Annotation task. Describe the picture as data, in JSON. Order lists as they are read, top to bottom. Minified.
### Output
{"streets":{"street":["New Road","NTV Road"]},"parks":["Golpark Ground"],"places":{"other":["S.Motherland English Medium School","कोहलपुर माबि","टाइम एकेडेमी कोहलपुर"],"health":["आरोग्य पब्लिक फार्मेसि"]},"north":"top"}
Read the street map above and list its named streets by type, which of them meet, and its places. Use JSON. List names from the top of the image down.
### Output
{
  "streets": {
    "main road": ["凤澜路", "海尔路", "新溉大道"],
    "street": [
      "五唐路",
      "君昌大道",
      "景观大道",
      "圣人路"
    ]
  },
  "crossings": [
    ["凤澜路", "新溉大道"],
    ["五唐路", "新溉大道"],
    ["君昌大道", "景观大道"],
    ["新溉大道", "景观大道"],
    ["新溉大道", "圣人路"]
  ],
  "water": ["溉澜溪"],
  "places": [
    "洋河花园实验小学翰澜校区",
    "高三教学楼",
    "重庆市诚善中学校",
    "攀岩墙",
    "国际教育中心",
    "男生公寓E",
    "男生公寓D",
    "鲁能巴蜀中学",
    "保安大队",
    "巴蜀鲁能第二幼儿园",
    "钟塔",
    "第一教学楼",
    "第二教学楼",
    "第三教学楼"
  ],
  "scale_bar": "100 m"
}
————
Type the data again exactly. Leave nothing out.

Output of the exercise:
Annotation task. Describe the picture as data, in JSON. Order lists as they are read, top to bottom. Minified.
### Output
{"streets":{"street":["New Road","NTV Road"]},"parks":["Golpark Ground"],"places":{"other":["S.Motherland English Medium School","कोहलपुर माबि","टाइम एकेडेमी कोहलपुर"],"health":["आरोग्य पब्लिक फार्मेसि"]},"north":"top"}
Read the street map above and list its named streets by type, which of them meet, and its places. Use JSON. List names from the top of the image down.
### Output
{
  "streets": {
    "main road": ["凤澜路", "海尔路", "新溉大道"],
    "street": [
      "五唐路",
      "君昌大道",
      "景观大道",
      "圣人路"
    ]
  },
  "crossings": [
    ["凤澜路", "新溉大道"],
    ["五唐路", "新溉大道"],
    ["君昌大道", "景观大道"],
    ["新溉大道", "景观大道"],
    ["新溉大道", "圣人路"]
  ],
  "water": ["溉澜溪"],
  "places": [
    "洋河花园实验小学翰澜校区",
    "高三教学楼",
    "重庆市诚善中学校",
    "攀岩墙",
    "国际教育中心",
    "男生公寓E",
    "男生公寓D",
    "鲁能巴蜀中学",
    "保安大队",
    "巴蜀鲁能第二幼儿园",
    "钟塔",
    "第一教学楼",
    "第二教学楼",
    "第三教学楼"
  ],
  "scale_bar": "100 m"
}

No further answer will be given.